» **WHAT IS REQUIRED**: Please copy every line below that contains the string "bottom".

================

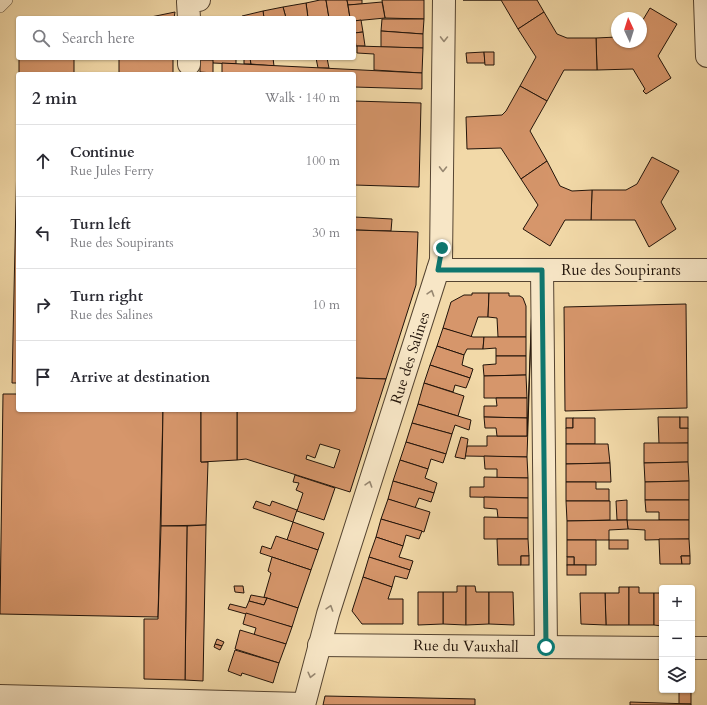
<!DOCTYPE html>
<html lang="en">
<head>
<meta charset="utf-8">
<style>
  :root { --surface:#fff; --page:#f2f2f3; --text:#2b2b33; --muted:#7c7c81; --line:#e1e1e2 }
  body { margin:0; font-family:Cardo,serif; background:var(--page); color:var(--text) }
  .controls { position:absolute; right:12px; bottom:12px; display:grid; overflow:hidden; border-radius:4px; box-shadow:0 1px 3px #0004 }
  .controls button { width:36px; height:36px; display:grid; place-items:center; padding:0; border:0; border-bottom:1px solid var(--line); background:var(--surface); color:var(--text); font:20px sans-serif }
  .compass { position:absolute; left:611px; top:12px; width:36px; height:36px; border-radius:50%; background:var(--surface); box-shadow:0 1px 3px #0004; rotate:356deg }
  .stop { position:absolute; width:12px; height:12px; margin:-9px; border:3px solid #0f766e; border-radius:50%; background:#fff }
  .stop.end { background:#0f766e; border-color:#fff; box-shadow:0 1px 4px #0008 }
  .list { margin:0; padding:0; list-style:none }
  h2 { display:flex; justify-content:space-between; align-items:center; height:52px; margin:0; padding:0 16px; font-size:17px }
  h2 small { font-size:13px; font-weight:400; color:var(--muted) }
  .list li { display:grid; grid-template-columns:26px 1fr auto; gap:12px; align-items:center; box-sizing:border-box; height:72px; padding:0 16px; border-top:1px solid var(--line) }
  .list b { display:block; font-size:15px; white-space:nowrap }
  .list p { margin:0; font-size:13px; white-space:nowrap; color:var(--muted) }
  .list em { font-size:13px; font-style:normal; color:var(--muted) }
  .icon { flex:none; width:22px; height:22px; fill:none; stroke:currentColor; stroke-width:2; stroke-linecap:round; stroke-linejoin:round }
  .map { position:relative; flex:none; width:707px; height:705px; overflow:hidden }
  .search { position:absolute; background:var(--surface); box-shadow:0 1px 3px #0004; left:16px; top:16px; width:340px; height:44px; display:flex; align-items:center; gap:10px; box-sizing:border-box; padding:0 14px; border-radius:4px; color:var(--muted); font-size:15px }
  .panel { position:absolute; background:var(--surface); box-shadow:0 1px 3px #0004; left:16px; top:72px; width:340px; height:340px; border-radius:4px }
  .map>svg:first-child { display:block }
  .building { fill:#d6966b; stroke:#211309; fill-rule:evenodd }
  .lines { fill:none; stroke-linecap:round; stroke-linejoin:round }
  .lane-casing { stroke:#554431; stroke-width:12 }
  .street-casing { stroke:#554431; stroke-width:24 }
  .lane { stroke:#f7e6c6; stroke-width:11 }
  .street { stroke:#f7e6c6; stroke-width:22 }
  .oneway { stroke:#978771 }
  .route { stroke:#0f766e; stroke-width:5 }
  .labels { text-anchor:middle; stroke-width:3.5; stroke-linejoin:round; paint-order:stroke }
  .street-label { font-size:15px; fill:#211309; stroke:#f7e6c6 }
</style>
</head>
<body>
<div class="map">
<svg width="707" height="705" viewBox="0 0 707 705">
  <rect width="100%" height="100%" fill="#f2d9a8"/>
  <filter id="stains"><feTurbulence type="fractalNoise" baseFrequency=".005" numOctaves="4"/><feColorMatrix values="0 0 0 0 .2 0 0 0 0 .09 0 0 0 0 .02 0 0 0 .5 -.17"/></filter>
  <radialGradient id="worn" r=".72"><stop offset=".6" stop-color="#630" stop-opacity="0"/><stop offset="1" stop-color="#630" stop-opacity=".3"/></radialGradient>
  <g class="building">
    <polygon points="320,0 326,0 329,18 308,18 306,3"/>
    <polygon points="326,0 347,0 350,18 329,18"/>
    <polygon points="347,0 362,0 362,4 348,5"/>
    <polygon points="382,0 424,0 424,19 385,18"/>
    <polygon points="463,0 537,0 544,12 518,29 501,0"/>
    <polygon points="382,2 385,18 354,21 354,18 350,18 348,5"/>
    <polygon points="306,3 308,18 286,18 283,7"/>
    <polygon points="283,7 286,18 264,18 263,11"/>
    <polygon points="650,8 677,24 658,56 671,78 646,94 643,91 645,89 633,69 597,70 596,38 617,37 617,42 641,42 641,23"/>
    <polygon points="263,11 264,18 242,18 242,16"/>
    <polygon points="175,12 174,18 146,18"/>
    <polygon points="544,12 557,34 567,38 596,38 597,70 564,70 547,101 520,86 536,57 518,29"/>
    <polygon points="382,19 424,19 423,34 381,31"/>
    <polygon points="361,20 363,32 354,33 354,21"/>
    <polygon points="381,31 423,34 423,48 381,47"/>
    <polygon points="363,32 365,46 356,46 354,33"/>
    <polygon points="357,46 423,48 422,73 374,70 374,54 357,53"/>
    <polygon points="484,52 485,63 467,63 466,53"/>
    <polygon points="484,52 494,52 494,65 485,65"/>
    <rect x="19" y="58" width="55" height="16"/>
    <rect x="119" y="58" width="54" height="16"/>
    <polygon points="211,58 236,58 236,64 213,63"/>
    <polygon points="244,58 250,58 251,64 244,64"/>
    <polygon points="250,58 273,58 274,66 251,64"/>
    <polygon points="316,58 327,58 329,68 318,68"/>
    <polygon points="200,60 213,60 213,73 200,72"/>
    <polygon points="222,63 422,73 422,89 354,87 354,74 222,74"/>
    <polygon points="520,86 547,101 530,131 547,161 521,179 501,148 467,149 466,117 502,115 506,111"/>
    <polygon points="354,101 421,103 419,187 354,185"/>
    <polygon points="18,116 18,383 12,383 16,202"/>
    <polygon points="652,157 679,171 661,202 676,229 649,247 635,220 591,220 592,190 626,190 637,184"/>
    <polygon points="547,161 560,186 572,191 592,190 591,220 565,220 550,246 523,229 538,205 521,179"/>
    <polygon points="354,217 392,219 391,231 354,230"/>
    <polygon points="354,230 418,232 416,285 386,379 354,378"/>
    <polygon points="472,293 489,293 488,317 478,317 471,337 443,328 451,302 464,295 472,295"/>
    <polygon points="489,293 509,293 509,296 520,296 523,298 526,306 526,337 498,337 497,318 488,317"/>
    <polygon points="532,302 527,457 465,456 467,446 487,446 487,436 527,436"/>
    <polygon points="686,304 687,408 565,411 564,307"/>
    <polygon points="443,328 473,337 484,337 483,349 467,349 464,355 437,346"/>
    <polygon points="484,337 526,337 526,356 496,356 496,348 483,349"/>
    <polygon points="437,346 464,355 462,365 473,369 470,378 430,365"/>
    <polygon points="496,356 526,356 526,375 484,376 483,365 496,364"/>
    <polygon points="430,365 470,378 466,388 455,385 453,392 424,383"/>
    <polygon points="526,375 527,398 484,398 484,376"/>
    <path d="M 354,378 L 386,379 L 350,492 L 246,459 L 237,460 L 237,410 L 354,410 ZM 320,444 L 340,450 L 334,468 L 306,459 L 307,455 L 315,458 Z"/>
    <polygon points="424,383 464,396 458,416 418,404"/>
    <polygon points="3,394 18,394 18,410 163,410 158,617 0,614"/>
    <polygon points="496,398 527,398 527,418 484,417 484,406 497,406"/>
    <polygon points="418,404 471,420 469,430 455,425 452,434 412,423"/>
    <polygon points="163,410 201,410 201,462 208,462 206,525 161,526"/>
    <polygon points="201,410 237,410 237,460 201,462"/>
    <polygon points="484,417 527,418 527,436 497,436 496,428 485,428"/>
    <polygon points="658,417 680,417 680,428 688,428 688,443 659,444"/>
    <rect x="680" y="417" width="8" height="11"/>
    <rect x="566" y="418" width="7" height="10"/>
    <polygon points="573,418 595,418 595,444 566,444 566,428 573,428"/>
    <polygon points="412,423 452,434 446,454 406,442"/>
    <polygon points="461,437 468,439 465,459 455,457"/>
    <polygon points="406,442 446,454 443,463 431,459 428,469 400,460"/>
    <polygon points="644,443 688,443 688,462 644,463"/>
    <polygon points="566,444 608,444 610,463 566,464"/>
    <polygon points="484,456 527,457 528,478 497,478 497,469 485,469"/>
    <polygon points="400,460 428,469 425,478 437,483 434,493 393,481"/>
    <polygon points="688,462 689,481 645,482 644,463"/>
    <polygon points="610,463 611,482 566,482 566,464"/>
    <polygon points="295,475 335,488 324,520 297,511 303,493 296,490 299,483 293,482"/>
    <polygon points="484,477 528,478 528,498 470,497 470,487 484,487"/>
    <polygon points="393,481 434,493 431,502 419,498 415,508 388,499"/>
    <polygon points="689,481 689,500 645,500 645,482"/>
    <polygon points="566,482 596,482 596,489 609,489 609,501 566,501"/>
    <polygon points="484,497 528,498 528,518 498,518 497,509 484,508"/>
    <polygon points="388,499 430,512 424,532 381,519"/>
    <polygon points="627,500 627,520 617,520 616,501"/>
    <polygon points="645,500 689,500 689,520 659,520 659,512 646,512"/>
    <polygon points="256,501 270,506 272,501 297,510 293,522 253,508"/>
    <polygon points="566,501 610,501 610,520 567,521"/>
    <polygon points="484,517 528,518 528,539 484,539"/>
    <polygon points="381,519 422,531 419,539 406,535 403,546 376,537"/>
    <polygon points="627,520 689,520 689,539 645,540 645,530 628,529"/>
    <polygon points="627,520 628,529 609,530 609,540 567,540 567,521"/>
    <polygon points="293,522 324,533 318,550 287,540"/>
    <polygon points="206,525 203,681 185,680 187,526"/>
    <polygon points="161,526 187,526 185,680 144,679 144,619 158,619"/>
    <polygon points="276,536 318,550 311,570 260,553 262,546 271,549"/>
    <polygon points="376,537 403,546 399,557 413,561 410,570 369,557"/>
    <polygon points="497,539 528,539 529,556 521,556 521,565 498,565"/>
    <polygon points="659,539 689,539 690,556 681,556 682,564 660,564"/>
    <polygon points="567,540 596,540 596,565 574,565 574,557 567,557"/>
    <rect x="609" y="540" width="19" height="9"/>
    <rect x="521" y="556" width="8" height="9"/>
    <polygon points="681,556 690,556 690,564 682,564"/>
    <polygon points="272,557 311,570 298,608 264,597 271,573 268,571"/>
    <polygon points="369,557 410,570 407,579 395,576 392,587 363,577"/>
    <rect x="567" y="557" width="7" height="8"/>
    <rect x="567" y="565" width="19" height="10"/>
    <polygon points="363,577 392,587 388,599 403,599 403,624 362,624 352,611"/>
    <polygon points="234,586 243,586 244,593 235,592"/>
    <polygon points="457,586 466,586 466,625 443,624 443,592 457,592"/>
    <polygon points="466,586 475,586 476,592 489,592 489,624 466,625"/>
    <polygon points="619,587 629,587 629,625 606,625 605,593 619,593"/>
    <polygon points="629,587 639,587 639,593 654,593 654,625 629,625"/>
    <polygon points="418,592 443,592 443,624 418,625"/>
    <polygon points="489,592 513,592 514,625 489,624"/>
    <polygon points="580,593 605,593 606,625 581,624"/>
    <polygon points="654,593 662,593 662,626 654,625"/>
    <polygon points="251,595 267,598 264,605 249,601"/>
    <polygon points="267,598 298,608 292,627 228,609 230,604 246,608 249,601 264,605"/>
    <polygon points="246,613 292,627 286,644 254,635 256,628 243,624"/>
    <polygon points="240,630 286,644 279,663 235,649"/>
    <polygon points="217,639 224,642 222,646 215,644"/>
    <polygon points="215,644 222,646 220,650 214,647"/>
    <polygon points="235,650 279,663 273,683 242,673 241,676 228,671"/>
    <rect x="679" y="690" width="12" height="14"/>
    <polygon points="325,696 475,699 475,705 323,705"/>
    <polygon points="630,702 691,704 691,705 630,705"/>
  </g>
  <g class="lines">
    <defs>
      <polyline id="lane" points="0,7 7,0"/>
      <g id="street">
        <polyline points="705,0 707,56"/>
        <polyline points="189,18 188,2 199,0"/>
        <polyline points="189,58 189,64"/>
        <polyline points="438,270 707,270"/>
        <polyline points="542,270 546,647"/>
        <polyline points="319,645 662,648"/>
        <polyline points="692,648 707,648"/>
        <polyline points="0,696 304,704"/>
        <polyline points="304,705 328,614 441,260 444,0"/>
      </g>
    </defs>
    <use href="#lane" class="lane-casing"/>
    <use href="#street" class="street-casing"/>
    <use href="#lane" class="lane"/>
    <use href="#street" class="street"/>
  </g>
  <defs><path id="oneway-chevron" d="M-2-3.5L2.5 0L-2 3.5" fill="none" stroke-width="1.6" stroke-linecap="round" stroke-linejoin="round"/></defs>
  <g class="oneway">
    <use href="#oneway-chevron" transform="translate(444 39) rotate(91)"/>
    <use href="#oneway-chevron" transform="translate(443 169) rotate(91)"/>
    <use href="#oneway-chevron" transform="translate(431 293) rotate(-72)"/>
    <use href="#oneway-chevron" transform="translate(369 484) rotate(-72)"/>
    <use href="#oneway-chevron" transform="translate(330 608) rotate(-72)"/>
    <use href="#oneway-chevron" transform="translate(311 675) rotate(104)"/>
  </g>
  <g class="lines">
    <polyline class="route" points="442,248 438,270 542,270 546,647"/>
  </g>
  <g class="labels">
    <g class="street-label">
      <text x="621" y="275">Rue des Soupirants</text>
      <text transform="translate(410 358) rotate(-72)" y="5">Rue des Salines</text>
      <text transform="translate(466 646) rotate(1)" y="5">Rue du Vauxhall</text>
    </g>
  </g>
  <rect width="100%" height="100%" filter="url(#stains)"/>
  <rect width="100%" height="100%" fill="url(#worn)"/>
</svg>
<div class="controls">
<button>+</button>
<button>−</button>
<button><svg class="icon" aria-label="layers" viewBox="0 0 24 24"><path d="M12 4l9 5-9 5-9-5zM3 14l9 5 9-5"/></svg></button>
</div>
<svg class="compass" viewBox="-18 -18 36 36"><path d="M0-13l5 13h-10z" fill="#e53935"/><path d="M0 13l5-13h-10z" fill="#7c7c81"/></svg>
<div class="stop" style="left:546px;top:647px"></div>
<div class="stop end" style="left:442px;top:248px"></div>
<div class="search"><svg class="icon" aria-label="search" viewBox="0 0 24 24"><circle cx="10" cy="10" r="6"/><path d="M15 15l6 6"/></svg>Search here</div>
<section class="panel">
<h2>2 min<small>Walk · 140 m</small></h2>
<ul class="list">
<li><svg class="icon" aria-label="ahead" viewBox="0 0 24 24"><path d="M12 20V5M6 11l6-6 6 6"/></svg><div><b>Continue</b><p>Rue Jules Ferry</p></div><em>100 m</em></li>
<li><svg class="icon" aria-label="left" viewBox="0 0 24 24"><path d="M17 20v-9H6M10 6l-5 5 5 5"/></svg><div><b>Turn left</b><p>Rue des Soupirants</p></div><em>30 m</em></li>
<li><svg class="icon" aria-label="right" viewBox="0 0 24 24"><path d="M7 20v-9h11M14 6l5 5-5 5"/></svg><div><b>Turn right</b><p>Rue des Salines</p></div><em>10 m</em></li>
<li><svg class="icon" aria-label="arrive" viewBox="0 0 24 24"><path d="M6 21V4h12l-3 4 3 4H6"/></svg><div><b>Arrive at destination</b></div></li>
</ul>
</section>
</div>
</body>
</html>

================

» **RESPONSE**:
  .controls { position:absolute; right:12px; bottom:12px; display:grid; overflow:hidden; border-radius:4px; box-shadow:0 1px 3px #0004 }
  .controls button { width:36px; height:36px; display:grid; place-items:center; padding:0; border:0; border-bottom:1px solid var(--line); background:var(--surface); color:var(--text); font:20px sans-serif }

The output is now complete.